Collected data entries

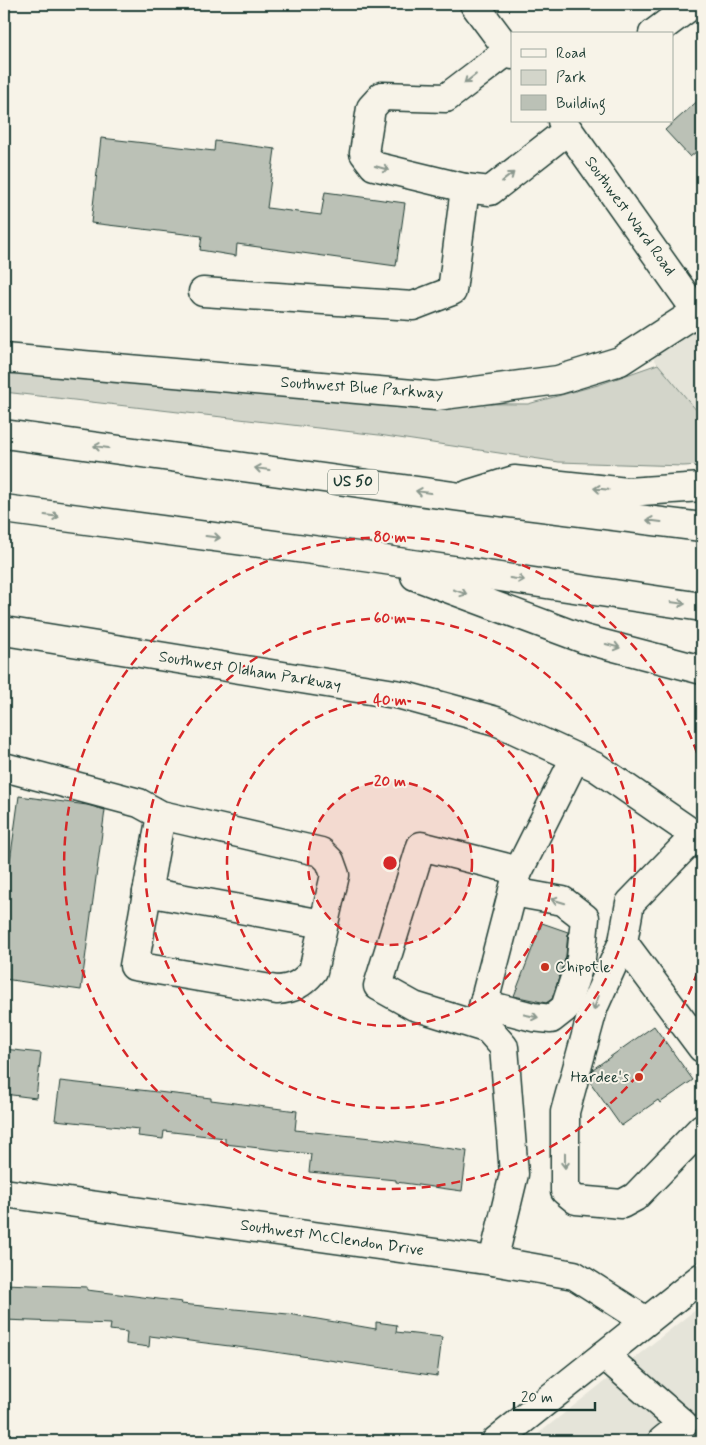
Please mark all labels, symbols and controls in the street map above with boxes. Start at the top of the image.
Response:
legend [511,32,674,122]
text: Road [556,44,586,64]
text: Park [556,68,586,88]
one-way arrow [464,74,477,85]
text: Building [556,94,606,115]
street label: Southwest Ward Road [580,152,680,280]
one-way arrow [373,163,389,173]
one-way arrow [501,172,515,182]
street label: Southwest Blue Parkway [280,372,444,404]
one-way arrow [94,442,110,452]
one-way arrow [255,464,271,474]
road number: US 50 [328,470,378,494]
one-way arrow [594,484,610,494]
one-way arrow [416,487,432,497]
one-way arrow [44,511,60,521]
one-way arrow [646,516,662,526]
text: 80 m [373,528,407,548]
one-way arrow [205,532,221,542]
one-way arrow [509,575,525,585]
one-way arrow [451,588,467,597]
one-way arrow [669,598,685,608]
text: 60 m [374,609,406,629]
one-way arrow [604,642,620,652]
street label: Southwest Oldham Parkway [157,646,343,696]
text: 40 m [373,691,407,711]
text: 20 m [374,772,406,792]
centre of rings [381,854,399,872]
one-way arrow [550,896,566,906]
place label: Chipotle [555,957,611,978]
marker: Chipotle [539,961,551,973]
one-way arrow [591,995,600,1010]
one-way arrow [523,1012,539,1021]
place label: Hardee's [570,1067,629,1088]
marker: Hardee's [633,1071,645,1083]
one-way arrow [560,1152,570,1169]
street label: Southwest McClendon Drive [239,1215,425,1261]
scale bar [514,1380,595,1412]
text: 20 m [521,1388,553,1408]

**Your assignment:** Looking at the data above, give the number of lines that include "Chipotle"; add nothing else.

**Exercise response:** 2